» Task instructions:
Return every line from the records below with the string "stream".

» Records supplied:
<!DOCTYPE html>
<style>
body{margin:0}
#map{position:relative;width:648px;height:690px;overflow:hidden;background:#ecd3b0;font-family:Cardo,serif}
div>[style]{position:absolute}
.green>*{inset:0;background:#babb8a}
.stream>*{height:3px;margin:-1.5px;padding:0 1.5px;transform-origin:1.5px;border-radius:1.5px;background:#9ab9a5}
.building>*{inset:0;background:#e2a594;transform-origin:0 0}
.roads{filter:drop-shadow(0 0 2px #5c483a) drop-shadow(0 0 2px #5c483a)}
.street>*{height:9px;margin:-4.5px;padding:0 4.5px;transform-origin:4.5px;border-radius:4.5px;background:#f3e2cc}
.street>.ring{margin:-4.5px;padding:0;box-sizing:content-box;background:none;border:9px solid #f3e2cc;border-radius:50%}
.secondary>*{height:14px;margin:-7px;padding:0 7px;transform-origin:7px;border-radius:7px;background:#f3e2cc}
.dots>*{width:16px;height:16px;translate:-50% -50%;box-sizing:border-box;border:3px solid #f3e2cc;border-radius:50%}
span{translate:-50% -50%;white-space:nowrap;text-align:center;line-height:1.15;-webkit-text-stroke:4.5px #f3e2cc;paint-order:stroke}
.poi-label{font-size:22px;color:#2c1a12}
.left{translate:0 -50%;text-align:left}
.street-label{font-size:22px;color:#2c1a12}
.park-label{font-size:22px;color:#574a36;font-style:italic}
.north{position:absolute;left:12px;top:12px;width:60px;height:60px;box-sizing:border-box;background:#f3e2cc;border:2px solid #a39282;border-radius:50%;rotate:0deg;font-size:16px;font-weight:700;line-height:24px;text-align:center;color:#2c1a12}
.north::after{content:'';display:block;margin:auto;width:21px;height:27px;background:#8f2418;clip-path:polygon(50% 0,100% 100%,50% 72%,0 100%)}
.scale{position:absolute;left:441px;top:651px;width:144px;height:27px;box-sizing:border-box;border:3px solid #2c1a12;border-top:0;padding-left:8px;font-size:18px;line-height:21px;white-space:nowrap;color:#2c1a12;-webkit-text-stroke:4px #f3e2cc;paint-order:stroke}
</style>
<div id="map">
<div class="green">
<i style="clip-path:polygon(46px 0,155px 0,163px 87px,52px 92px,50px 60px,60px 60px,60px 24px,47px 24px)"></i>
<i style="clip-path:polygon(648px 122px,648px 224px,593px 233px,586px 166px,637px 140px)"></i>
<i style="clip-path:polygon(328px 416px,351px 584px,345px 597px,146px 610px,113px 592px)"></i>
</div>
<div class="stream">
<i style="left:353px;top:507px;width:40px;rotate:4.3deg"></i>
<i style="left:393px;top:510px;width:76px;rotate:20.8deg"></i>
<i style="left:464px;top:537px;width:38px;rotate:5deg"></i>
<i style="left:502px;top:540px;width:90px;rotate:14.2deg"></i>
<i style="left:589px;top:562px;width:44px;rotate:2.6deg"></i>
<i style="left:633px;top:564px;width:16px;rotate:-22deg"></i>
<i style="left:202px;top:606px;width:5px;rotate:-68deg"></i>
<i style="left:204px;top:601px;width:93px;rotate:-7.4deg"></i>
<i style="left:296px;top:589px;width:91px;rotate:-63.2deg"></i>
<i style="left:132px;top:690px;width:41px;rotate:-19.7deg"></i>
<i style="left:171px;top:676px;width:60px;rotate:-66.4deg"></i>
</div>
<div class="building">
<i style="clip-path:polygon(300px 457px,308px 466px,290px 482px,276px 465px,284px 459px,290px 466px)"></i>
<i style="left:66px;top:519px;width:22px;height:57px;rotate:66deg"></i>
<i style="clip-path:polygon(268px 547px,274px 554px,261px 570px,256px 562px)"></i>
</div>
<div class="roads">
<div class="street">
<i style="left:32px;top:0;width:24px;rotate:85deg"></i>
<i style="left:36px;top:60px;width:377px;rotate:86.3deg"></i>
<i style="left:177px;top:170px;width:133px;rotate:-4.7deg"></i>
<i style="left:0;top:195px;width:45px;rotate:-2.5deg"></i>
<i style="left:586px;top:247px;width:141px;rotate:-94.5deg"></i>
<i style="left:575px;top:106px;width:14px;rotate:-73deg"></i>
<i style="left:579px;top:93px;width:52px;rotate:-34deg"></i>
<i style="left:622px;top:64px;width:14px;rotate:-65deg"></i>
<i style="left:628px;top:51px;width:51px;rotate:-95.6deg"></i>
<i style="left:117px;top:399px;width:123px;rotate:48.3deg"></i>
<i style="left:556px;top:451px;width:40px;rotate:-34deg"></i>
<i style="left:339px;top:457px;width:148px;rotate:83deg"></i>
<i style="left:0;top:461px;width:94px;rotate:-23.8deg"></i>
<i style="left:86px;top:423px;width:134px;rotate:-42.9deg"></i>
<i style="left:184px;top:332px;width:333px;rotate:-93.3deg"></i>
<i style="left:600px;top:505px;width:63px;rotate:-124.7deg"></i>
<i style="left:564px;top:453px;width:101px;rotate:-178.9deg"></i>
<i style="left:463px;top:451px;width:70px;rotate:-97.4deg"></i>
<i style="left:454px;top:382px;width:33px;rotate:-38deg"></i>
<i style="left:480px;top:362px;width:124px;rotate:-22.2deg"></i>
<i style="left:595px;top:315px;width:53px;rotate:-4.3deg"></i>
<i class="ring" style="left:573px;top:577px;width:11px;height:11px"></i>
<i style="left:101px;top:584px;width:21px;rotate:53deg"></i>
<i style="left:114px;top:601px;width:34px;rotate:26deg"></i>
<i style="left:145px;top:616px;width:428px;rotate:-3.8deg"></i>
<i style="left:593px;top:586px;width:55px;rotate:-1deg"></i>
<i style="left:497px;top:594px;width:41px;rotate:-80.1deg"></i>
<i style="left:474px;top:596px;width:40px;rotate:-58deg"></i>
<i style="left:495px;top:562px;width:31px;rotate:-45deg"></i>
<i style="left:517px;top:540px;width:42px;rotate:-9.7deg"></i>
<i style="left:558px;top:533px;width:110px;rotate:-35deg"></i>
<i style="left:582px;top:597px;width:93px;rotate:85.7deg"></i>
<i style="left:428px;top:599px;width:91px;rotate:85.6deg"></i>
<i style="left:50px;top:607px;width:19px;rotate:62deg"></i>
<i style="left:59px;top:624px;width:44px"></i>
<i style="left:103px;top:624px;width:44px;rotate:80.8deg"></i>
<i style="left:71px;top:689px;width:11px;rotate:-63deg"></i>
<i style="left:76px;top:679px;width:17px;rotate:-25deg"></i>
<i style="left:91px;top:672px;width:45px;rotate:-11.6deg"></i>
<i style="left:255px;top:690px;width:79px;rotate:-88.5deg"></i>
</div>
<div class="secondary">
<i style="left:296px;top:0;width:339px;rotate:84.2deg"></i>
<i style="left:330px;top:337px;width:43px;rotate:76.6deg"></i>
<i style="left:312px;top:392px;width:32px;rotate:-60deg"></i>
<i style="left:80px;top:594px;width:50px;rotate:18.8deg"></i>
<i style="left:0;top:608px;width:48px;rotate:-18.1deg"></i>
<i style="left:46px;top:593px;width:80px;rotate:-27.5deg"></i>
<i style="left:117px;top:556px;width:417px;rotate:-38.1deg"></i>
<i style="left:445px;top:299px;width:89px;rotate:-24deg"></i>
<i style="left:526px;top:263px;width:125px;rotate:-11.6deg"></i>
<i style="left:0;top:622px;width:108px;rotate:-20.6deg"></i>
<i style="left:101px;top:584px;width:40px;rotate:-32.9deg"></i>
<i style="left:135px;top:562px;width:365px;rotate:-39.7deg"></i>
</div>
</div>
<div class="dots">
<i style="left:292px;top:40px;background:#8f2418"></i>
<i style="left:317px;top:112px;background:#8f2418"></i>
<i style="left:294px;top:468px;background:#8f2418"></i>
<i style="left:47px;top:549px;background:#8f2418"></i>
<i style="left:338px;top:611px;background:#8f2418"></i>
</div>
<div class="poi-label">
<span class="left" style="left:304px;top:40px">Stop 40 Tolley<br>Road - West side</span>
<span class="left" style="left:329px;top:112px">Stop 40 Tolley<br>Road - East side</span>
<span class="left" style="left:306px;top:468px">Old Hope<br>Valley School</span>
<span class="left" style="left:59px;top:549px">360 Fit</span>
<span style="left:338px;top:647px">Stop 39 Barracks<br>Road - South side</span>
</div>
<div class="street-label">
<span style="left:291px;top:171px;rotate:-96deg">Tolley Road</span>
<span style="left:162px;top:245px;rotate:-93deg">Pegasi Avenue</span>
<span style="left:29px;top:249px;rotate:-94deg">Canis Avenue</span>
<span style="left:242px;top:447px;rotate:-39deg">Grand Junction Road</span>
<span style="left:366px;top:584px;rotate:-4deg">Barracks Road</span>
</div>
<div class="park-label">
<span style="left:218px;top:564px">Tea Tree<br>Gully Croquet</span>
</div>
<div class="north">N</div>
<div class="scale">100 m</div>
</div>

» The answer:
.stream>*{height:3px;margin:-1.5px;padding:0 1.5px;transform-origin:1.5px;border-radius:1.5px;background:#9ab9a5}
<div class="stream">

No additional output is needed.